Here’s Where the Inflation Reduction Act Is Working, and Where It’s Falling Short


A year and a half after President Biden signed into law a sweeping bill to tackle climate change, sales of electric vehicles have largely boomed in line with expectations, according to a new analysis by three groups tracking the impact of the law.

But problems with supply chains, obtaining permits and overcoming local opposition have bogged down one of the climate law’s other big goals: generating vastly more electricity from wind, solar and other nonpolluting sources. Even though the United States added record amounts of renewable power and batteries last year, that rapid growth fell short of the levels needed to meet the country’s goals for slashing the emissions that are rapidly heating the planet, the analysis said.

When the law, known as the Inflation Reduction Act, was approved in 2022, analysts predicted that it would help cut America’s greenhouse gas emissions roughly 40 percent below 2005 levels by 2030. The measure contains hundreds of billions of dollars in tax credits and spending for clean energy technologies like wind turbines, solar panels, batteries, electric vehicles and hydrogen fuels.

The law is meeting expectations in some areas and falling short in others, according to the new assessment by researchers from the Princeton-led REPEAT project, the Massachusetts Institute of Technology’s Center for Energy and Environmental Policy Research, the research firm Rhodium Group, and Energy Innovation, a nonprofit organization.”

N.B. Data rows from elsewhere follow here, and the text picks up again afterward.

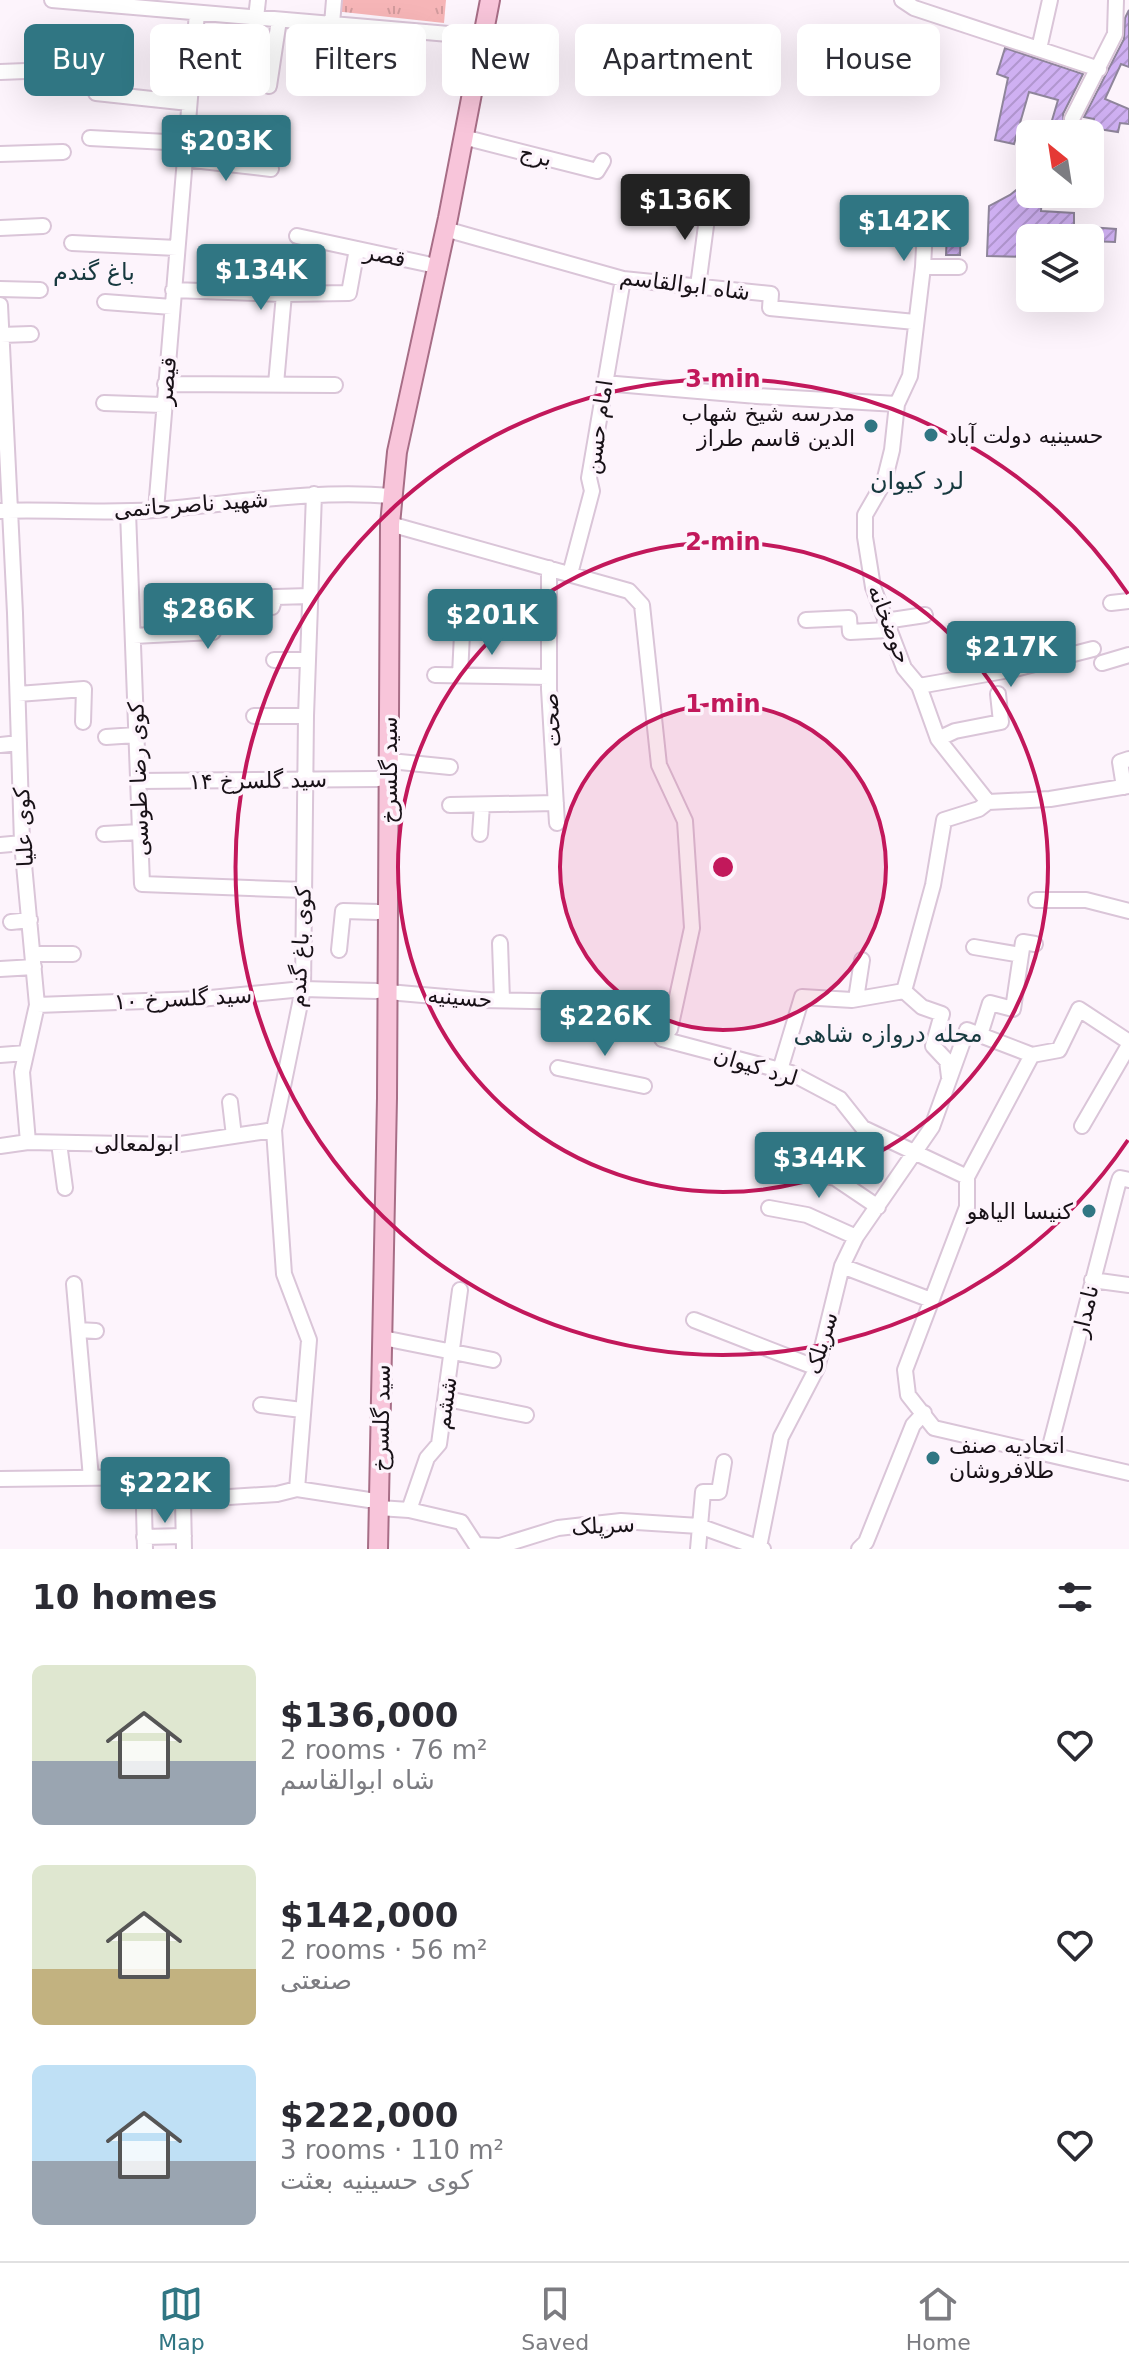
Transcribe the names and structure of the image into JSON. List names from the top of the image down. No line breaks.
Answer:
{"streets":{"main road":["سید گلسرخ"],"street":["برج","قصر","شاه ابوالقاسم","قیصر","امام حسن","شهید ناصرحاتمی","حوضخانه","صحت","کوی رضا طوسی","سید گلسرخ ۱۴","کوی علیا","کوی باغ گندم","حسینیه","سید گلسرخ ۱۰","لرد کیوان","ابولمعالی","نامدار","سریلک","ششم","سرپلک"]},"crossings":[["برج","سید گلسرخ"],["قصر","سید گلسرخ"],["شاه ابوالقاسم","امام حسن"],["شاه ابوالقاسم","حوضخانه"],["شاه ابوالقاسم","سید گلسرخ"],["قیصر","شهید ناصرحاتمی"],["امام حسن","لرد کیوان"],["شهید ناصرحاتمی","سید گلسرخ"],["شهید ناصرحاتمی","کوی رضا طوسی"],["شهید ناصرحاتمی","کوی علیا"],["شهید ناصرحاتمی","کوی باغ گندم"],["صحت","لرد کیوان"],["سید گلسرخ","سید گلسرخ ۱۴"],["سید گلسرخ","حسینیه"],["سید گلسرخ","سید گلسرخ ۱۰"],["سید گلسرخ","لرد کیوان"],["سید گلسرخ","سرپلک"],["کوی رضا طوسی","سید گلسرخ ۱۴"],["کوی رضا طوسی","کوی باغ گندم"],["سید گلسرخ ۱۴","کوی باغ گندم"],["کوی علیا","سید گلسرخ ۱۰"],["کوی علیا","ابولمعالی"],["کوی باغ گندم","سید گلسرخ ۱۰"],["کوی باغ گندم","ابولمعالی"],["کوی باغ گندم","سرپلک"],["حسینیه","سید گلسرخ ۱۰"],["حسینیه","لرد کیوان"],["لرد کیوان","سریلک"],["ششم","سرپلک"]],"districts":["باغ گندم","لرد کیوان","محله دروازه شاهی"],"places":["مدرسه شیخ شهاب الدین قاسم طراز","حسینیه دولت آباد","کنیسا الیاهو","اتحادیه صنف طلافروشان"],"north":"top left","page":{"chip":["Buy","Rent","Filters","New","Apartment","House"],"price":["$203K","$136K","$142K","$134K","$286K","$201K","$217K","$226K","$344K","$222K"],"heading":"10 homes","list":[{"name":"$136,000","note":"2 rooms · 76 m² · شاه ابوالقاسم"},{"name":"$142,000","note":"2 rooms · 56 m² · صنعتی"},{"name":"$222,000","note":"3 rooms · 110 m² · کوی حسینیه بعثت"}],"tabs":["Map","Saved","Home"]},"rings":["3 min","2 min","1 min"]}
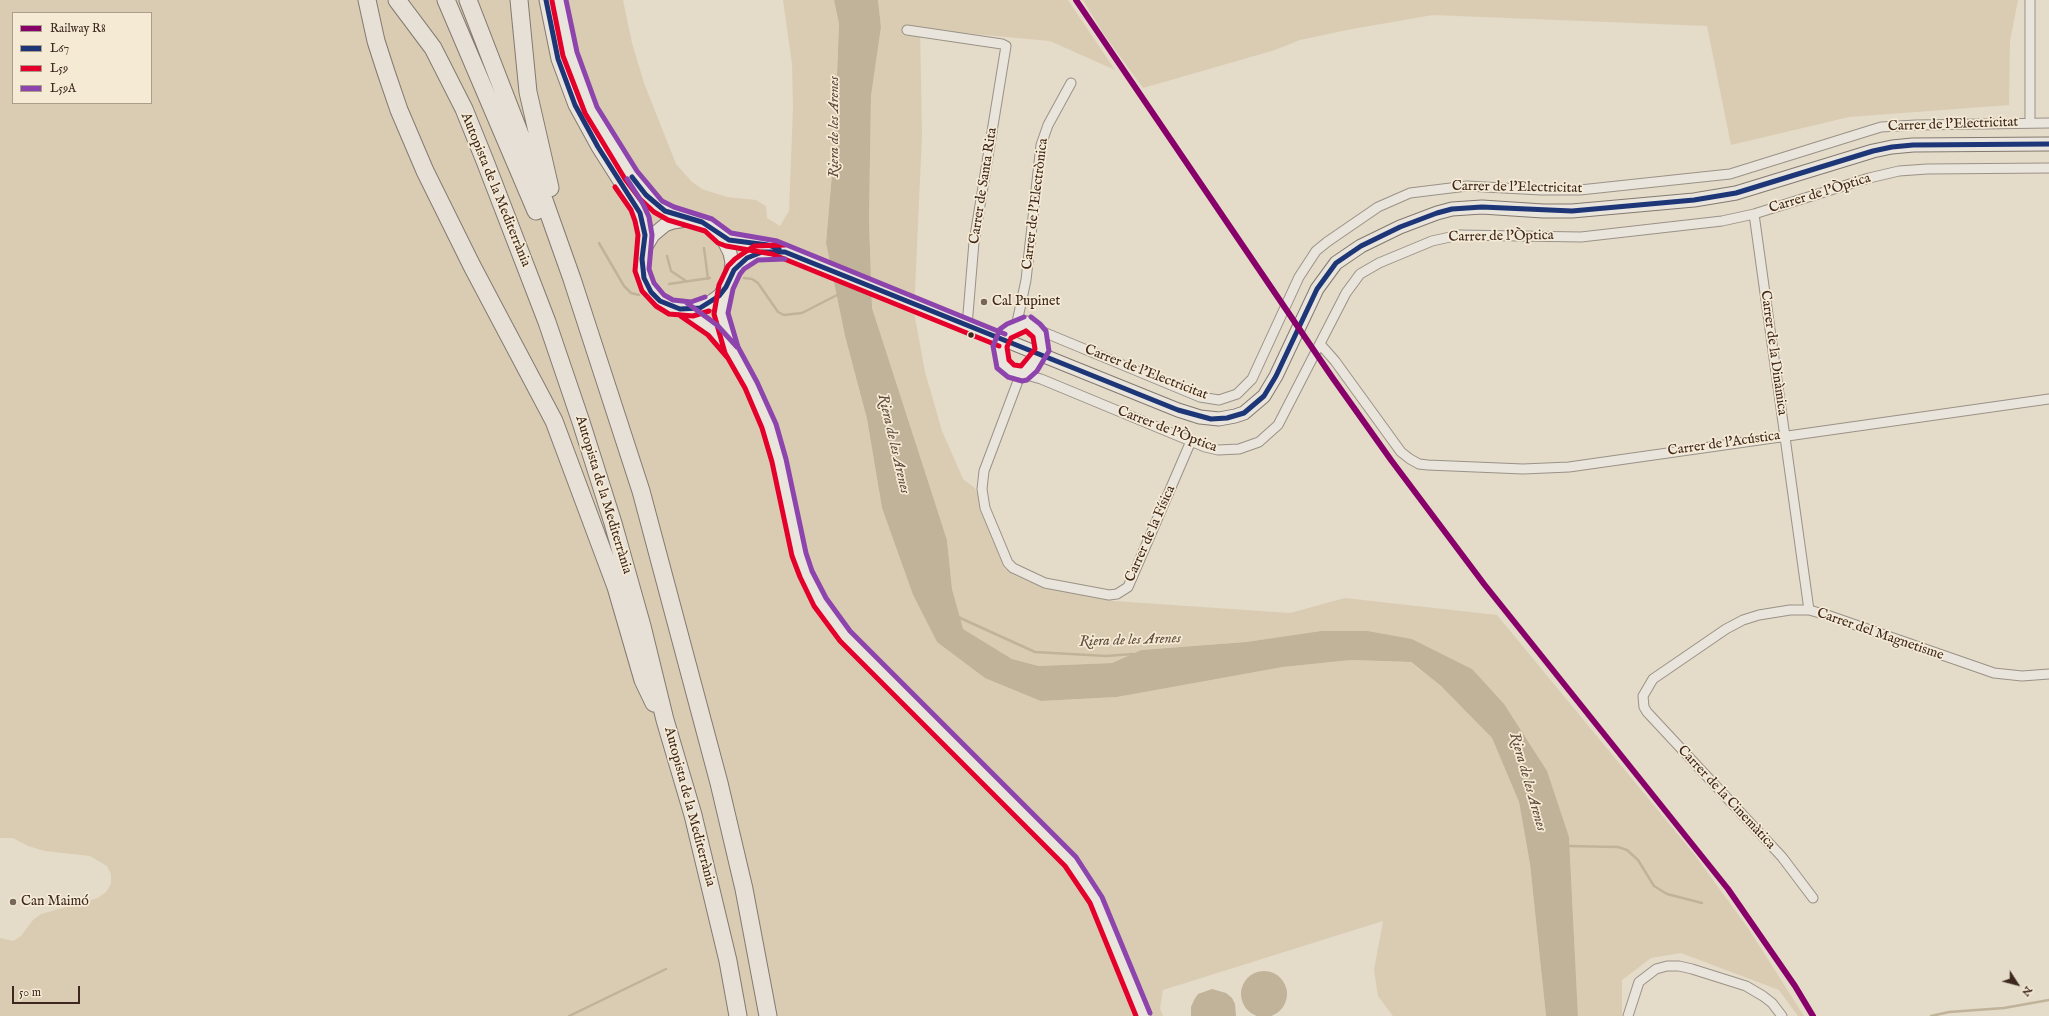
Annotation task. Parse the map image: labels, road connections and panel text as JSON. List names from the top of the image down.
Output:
{
  "streets": {
    "highway": ["Autopista de la Mediterrània"],
    "street": [
      "Carrer de l'Electricitat",
      "Carrer de Santa Rita",
      "Carrer de l'Òptica",
      "Carrer de l'Electrònica",
      "Carrer de la Dinàmica",
      "Carrer de l'Acústica",
      "Carrer de la Física",
      "Carrer del Magnetisme",
      "Carrer de la Cinemàtica"
    ]
  },
  "crossings": [
    ["Carrer de l'Electricitat", "Carrer de l'Òptica"],
    ["Carrer de l'Electricitat", "Carrer de l'Electrònica"],
    ["Carrer de l'Electricitat", "Carrer de la Física"],
    ["Carrer de l'Òptica", "Carrer de la Dinàmica"],
    ["Carrer de l'Òptica", "Carrer de l'Acústica"],
    ["Carrer de l'Òptica", "Carrer de la Física"],
    ["Carrer de la Dinàmica", "Carrer de l'Acústica"],
    ["Carrer de la Dinàmica", "Carrer del Magnetisme"],
    ["Carrer del Magnetisme", "Carrer de la Cinemàtica"]
  ],
  "water": ["Riera de les Arenes"],
  "places": ["Cal Pupinet", "Can Maimó"],
  "lines": [
    "rail line R8",
    "transit line L67",
    "transit line L59A",
    "transit line L59"
  ],
  "legend": [
    "Railway R8",
    "L67",
    "L59",
    "L59A"
  ],
  "scale_bar": "50 m",
  "north": "bottom right"
}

Electric vehicle sales are largely on track to help fulfill the law’s projected emissions reductions after increasing more than 50 percent over the past year. A record 9.2 percent of all new cars sold in the United States in 2023 were either fully electric or plug-in hybrid models, which was on the high end of what analysts had predicted would happen after the law passed.

It is less certain that automakers will repeat that torrid sales growth this year. Many of the most enthusiastic early adopters have already bought plug-in vehicles, while potential buyers are put off by high sticker prices and the relative scarcity of charging stations. Companies like Tesla are already warning that sales growth will probably slow in the near term.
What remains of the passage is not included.